Analizde, Başkan Recep Tayyip Erdoğan’ın 2002 yılından beri zafer kazandığını belirtildi. Ayrıca, uzun süredir muhalif kesim tarafından eleştiri alsa da Erdoğan’ın halen çok popüler olduğu ifade edildi.
Haberin devamında, “Erdoğan’ın yönetimi altında Türkiye’nin bölgesel ve uluslararası bir güç komisyoncusu olarak rolü önemli derecede arttı” ifadelerine yer verildi.
“Erdoğan gerçekten kaybeder mi?” sorusuna da yanıt arandı. Yapılan analizde “Erdoğan, Türkiye’nin en uzun süre görev yapan lideri. Türkiye, Erdoğan’ı üzmeyecek gibi. 69 yaşındaki Erdoğan seçim kampanyası yolunda kendini evinde hissediyor” denildi.
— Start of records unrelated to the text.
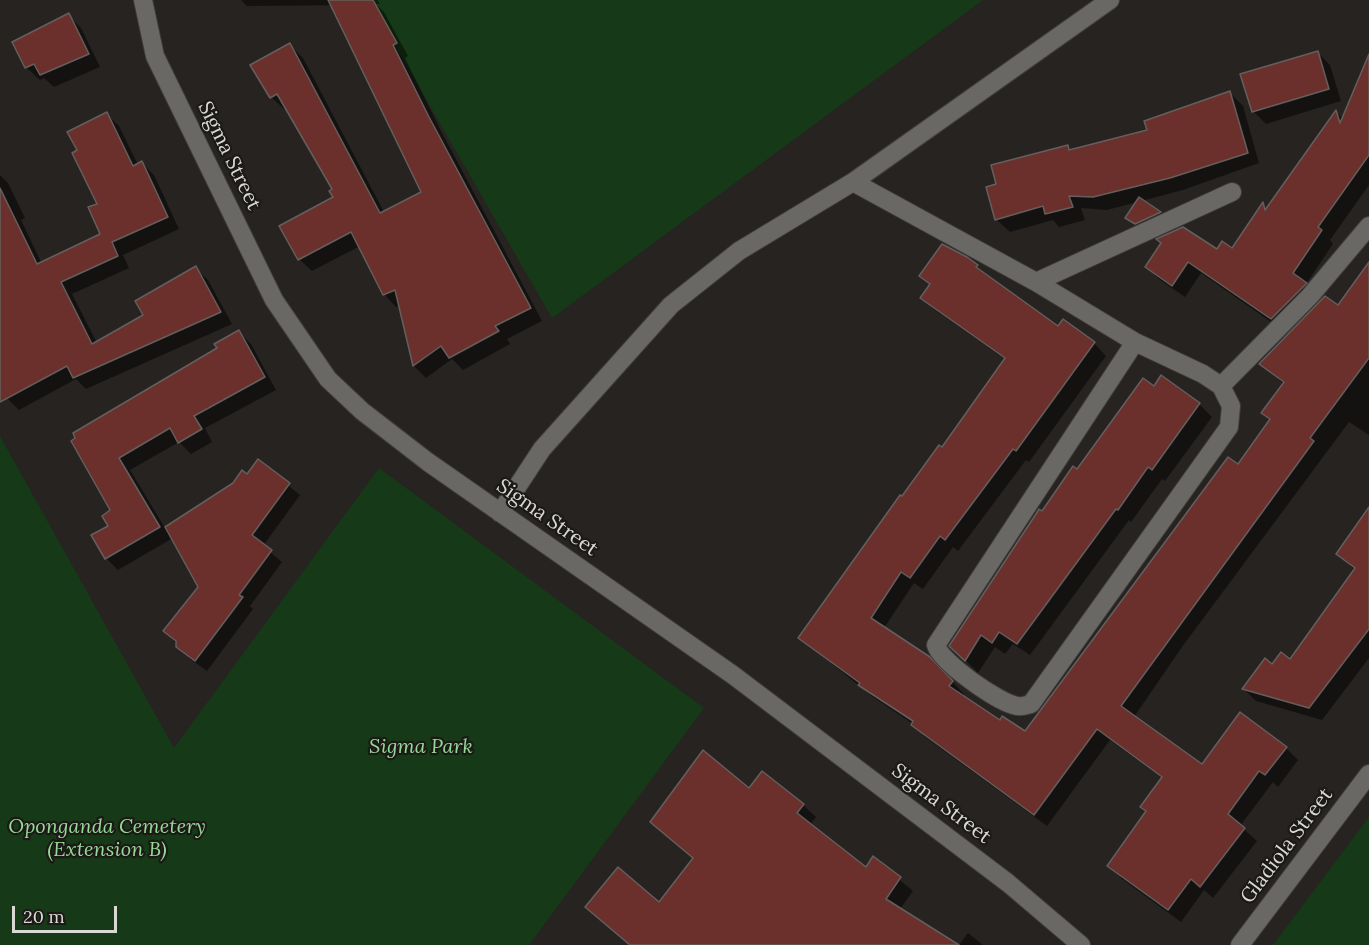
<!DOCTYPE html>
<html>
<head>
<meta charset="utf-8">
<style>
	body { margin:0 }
	#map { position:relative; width:1369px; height:945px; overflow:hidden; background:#262320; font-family:Lora,serif }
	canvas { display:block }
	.scale { position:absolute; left:12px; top:906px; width:105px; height:27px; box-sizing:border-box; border:3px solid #d9d8d5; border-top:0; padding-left:8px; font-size:18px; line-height:21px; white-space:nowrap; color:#d9d8d5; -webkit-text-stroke:4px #1c1a17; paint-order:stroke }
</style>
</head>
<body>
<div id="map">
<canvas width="1369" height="945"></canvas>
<div class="scale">20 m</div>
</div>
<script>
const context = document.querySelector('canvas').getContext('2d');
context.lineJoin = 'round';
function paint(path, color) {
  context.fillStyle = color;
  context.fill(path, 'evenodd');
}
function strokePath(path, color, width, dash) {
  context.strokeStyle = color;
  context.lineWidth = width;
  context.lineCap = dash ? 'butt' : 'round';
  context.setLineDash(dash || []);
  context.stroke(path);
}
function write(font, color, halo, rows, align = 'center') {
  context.font = font + ' Lora,serif';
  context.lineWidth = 4.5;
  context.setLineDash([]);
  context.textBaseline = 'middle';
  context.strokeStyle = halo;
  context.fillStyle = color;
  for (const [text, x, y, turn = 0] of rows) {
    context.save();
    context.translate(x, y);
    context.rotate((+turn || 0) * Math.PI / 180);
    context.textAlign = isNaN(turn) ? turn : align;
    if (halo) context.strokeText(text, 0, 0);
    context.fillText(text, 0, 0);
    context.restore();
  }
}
paint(new Path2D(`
	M369,0H983L552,318Z
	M0,436L174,748L379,468L704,708L529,945H0Z
	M1369,817V945H1273Z`), '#163a18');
paint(new Path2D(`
	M241,0H377L380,4H376L384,12L408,56L405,58L441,131L542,321L507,339L510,344L463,370L452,359L426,378L414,366L400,305L396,307L384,294L360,246L312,271L299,259L336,198L334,190L287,108L284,109L271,97L290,45L303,58L384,212L423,192L363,5L247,6Z
	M68,15L81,28L100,67L54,87L44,78L40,80L27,68L14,43Z
	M1317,52L1330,65L1341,101L1266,124L1253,111Z
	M1369,65V185L1330,240L1333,244L1306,284L1318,296L1284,331L1201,273L1185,297L1160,280L1147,267L1232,250L1263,205L1267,209L1336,112L1343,119Z
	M1230,93L1243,106L1259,163L1183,190L1107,210L1081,208L1085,220L1059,227L1053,220L1010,232L997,220L988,188L998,185L1067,147L1071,151L1149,131Z
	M106,114L119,126L138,165L142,163L154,175L179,229L123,255L129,268L72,294L97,343L145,316L195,268L208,280L232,324L86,389L76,379L19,410L7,398L0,383V175L8,183L25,218L21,220L42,264L102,235L99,204L79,151Z
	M966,258L1058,329L1094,343L1106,356L1029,462L1026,460L958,551L953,547L923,589L914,583L884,628L929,658L964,694L963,697L1000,722L1025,733L1238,466L1271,421L1263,413L1284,384L1261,364L1338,307L1369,265V435L1349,422L1182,647L1134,717L1202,766L1286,748L1298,760L1278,787L1273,782L1240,826L1257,841L1213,898L1204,890L1181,922L1122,879L1109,866L1147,812L1163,779L1110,740L1047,826L925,737L913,724L873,697L800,638L1006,360L935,310L922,298L931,286L921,276Z
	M239,332L251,344L276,390L205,428L212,442L191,454L179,442L130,470L165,528L247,476L258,461L300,495L263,546L282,562L250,606L253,609L207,671L189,658L165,631L200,587L173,538L118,570L106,558L112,511L73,441L219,349Z
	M1154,388L1199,404L1212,417L1165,481L1162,479L1131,522L1129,520L1030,655L1013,644L1005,654L995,647L978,673L951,645L1042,513L1077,471Z
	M1369,510V658L1322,720L1256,701L1244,689L1272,666L1290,661L1356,571L1338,554Z
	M750,790L803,805L816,817L810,825L866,869L873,858L913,891L900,909L957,945H632L694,859L652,822Z
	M968,933L983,945H959Z`), '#0007');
const building = new Path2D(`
	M328,0H373L397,43L393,45L429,117L531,308L495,326L499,331L449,358L441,346L413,366L395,290L383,295L351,232L298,260L279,226L333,197L329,191L332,189L277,94L270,98L250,65L290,43L380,213L421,192Z
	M69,13L89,54L40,75L34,64L25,68L12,42Z
	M1318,51L1329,89L1252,112L1240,74Z
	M1369,54V155L1318,227L1322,230L1293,273L1307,283L1271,319L1188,262L1172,286L1145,267L1161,243L1156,239L1183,227L1217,249L1222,241L1232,248L1263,202L1265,210L1336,110L1340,123Z
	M1230,91L1248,153L1170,178L1093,197L1069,196L1073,207L1045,214L1043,206L995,220L986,187L996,184L991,165L1068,145L1069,150L1147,130L1144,121Z
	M107,112L133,166L142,161L168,217L112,242L118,256L61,282L92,344L143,315L135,301L196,266L221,312L73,378L67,366L0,402V188L37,264L100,234L88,207L97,204L72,153L77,150L67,132Z
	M1139,197L1161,212L1135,224L1125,218Z
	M942,244L967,257L978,265L976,267L1058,326L1063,319L1095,342L1016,451L1013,449L945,540L940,536L910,578L901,572L871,618L930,657L953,681L949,686L1000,720L1002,716L1025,731L1228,457L1238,464L1270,419L1261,413L1284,382L1259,364L1325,296L1338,305L1369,262V358L1310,438L1314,441L1121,706L1202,764L1240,712L1287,747L1265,775L1259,771L1228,814L1245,828L1200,887L1191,879L1168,910L1107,866L1146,811L1140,807L1162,777L1097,729L1034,815L911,725L913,721L858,685L860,683L798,638L900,495L902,496L939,445L942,447L1005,358L920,298L930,284L919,276Z
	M239,330L265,377L194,416L202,429L178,443L170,428L119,458L160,527L105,559L91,535L108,526L102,516L110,510L71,441L75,438L73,433L217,348L214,344Z
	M1161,375L1200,403L1152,470L1148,467L1118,510L1116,509L1017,644L999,632L992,643L981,635L965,661L949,646L1036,514L1039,509L1042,511L1073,466L1077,469L1143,378L1154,386Z
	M258,459L290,483L252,535L272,550L239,595L243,597L195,661L176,647V641L163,631L198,587L165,527L233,483L242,470L247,474Z
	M1369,507V629L1309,708L1242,689L1265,658L1272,664L1281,652L1290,659L1355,568L1336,554Z
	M703,750L749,788L762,771L804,804L797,813L866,867L873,856L901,877L886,899L959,945H630L585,907L618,867L659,902L693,858L650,822Z`);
paint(building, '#6b302b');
strokePath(building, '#645f5e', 1.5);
const street = new Path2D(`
	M143,0L155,56L274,300L328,379L362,411L428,462L733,675L1008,883L1081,945
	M853,182L1036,282L1135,342L1203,374L1221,386L1231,406L1229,427L1031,704C1027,705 1022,707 1017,706C999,703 940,662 936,645L1135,342
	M1036,282L1232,192
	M1221,386L1310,296L1369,226
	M500,513L542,449L671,305L739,251L853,182L1110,0
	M1240,945L1369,774`);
strokePath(street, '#3f3e3b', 20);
strokePath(street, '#6a6864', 18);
write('20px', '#d9d8d5', '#1c1a17', [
	["Sigma Street",229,156,64],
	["Sigma Street",547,518,35],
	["Sigma Street",941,804,37],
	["Gladiola Street",1287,846,-53]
]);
write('italic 20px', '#95d995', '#1c1a17', [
	["Sigma Park",421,747],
	["Oponganda Cemetery",107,827],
	["(Extension B)",107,850]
]);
</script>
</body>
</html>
Erdoğan’ın iktidarda olduğu süre boyunca yaptığı vergi indirimi, ucuz ipotek kredileri, enerji sübvansiyonları ile yol ile köprü geçiş ücretlerini artırmama taahüdü dahil olmak üzere yapılan ekonomik yatıştırmaların halkın yüzünü güldürdüğüne vurgu yapıldı.
Muhalafet ile iktidarın birbirine çeşitli suçlamalarda bulunduğundan bahsedilen haberde muhalefetin özellikle terör örgütü PKK’ya destek vermesinden dolayı hükümet tarafından suçlandığına dikkat çekildi.
Haberde CHP lideri ve cumhurbaşkanı adayı Kemal Kılıçdaroğlu’ndan da bahsedildi. Bugüne kadar Erdoğan’a karşı her daim kaybettiğine vurgu yapılırken, aslında İstanbul Belediye Başkanı Ekrem İmamoğlu’nun CHP tabanında popüler olduğuna vurgu yapıldı.
Haberde ayrıca başka bir noktaya daha dikkat çekildi: İsveç ve NATO. “Belki de hiçbir ülke 14 Mayıs seçimlerini İsveç kadar yakından takip etmiyor” denilen haberde Türkiye’nin taleplerini yerine getirmediği için İsveç’in NATO’ya girmesine onay vermediği hatırlatıldı.
Haberin devamında “Türkiye’deki muhalefet huysuz olmasıyla bilinse de bu seçimler öncesined farklılıklarını belki kaldırmışlardır. Ancak Kılıçdaroğlu kazanırsa da milliyetçiler, İslamcılar, lakikler ve liberalleri içeren bir ittifak içinde mücadele edecek” denildi.
Bu nedenle de İsveç’in umutları Kılıçdaroğlu’na bağlanmış durumda. Nitekim CHP Genel Başkanı Kemal Kılıçdaroğlu’nun başdanışmanı Ünal Çeviköz, İsveç’in NATO talebinin karşısında durmayacaklarını söyleyen skandal ifadelere yer vermişti.
Bunun yanı sıra Kılıçdaroğlu’nun Suriyeli göçmenlerle ilgili politikasının da The Washinton Post tarafından yanlış bulunduğuna dikkat çekildi.
Bir diğer önemli husus ise analize göre Rusya-Ukrayna savaşı. Erdoğan’ın dengeleyici bir pozisyonda olduğuna dikkat çekilen haberde, Putin’in video konferans yoluyla Akkuyu Nükleer Santali’nin açılışına katıldığından bile bahsedildi.
Geçtiğimiz hafta boyunca da Türkiye’deki seçimlerle ilgili çeşitli analizler yapıldı. Dünyanın nefesini tuttuğu bu seçimin niçin bu kadar önemli olduğu ile ilgili ise Avrupa basınında bir analize yer verildi.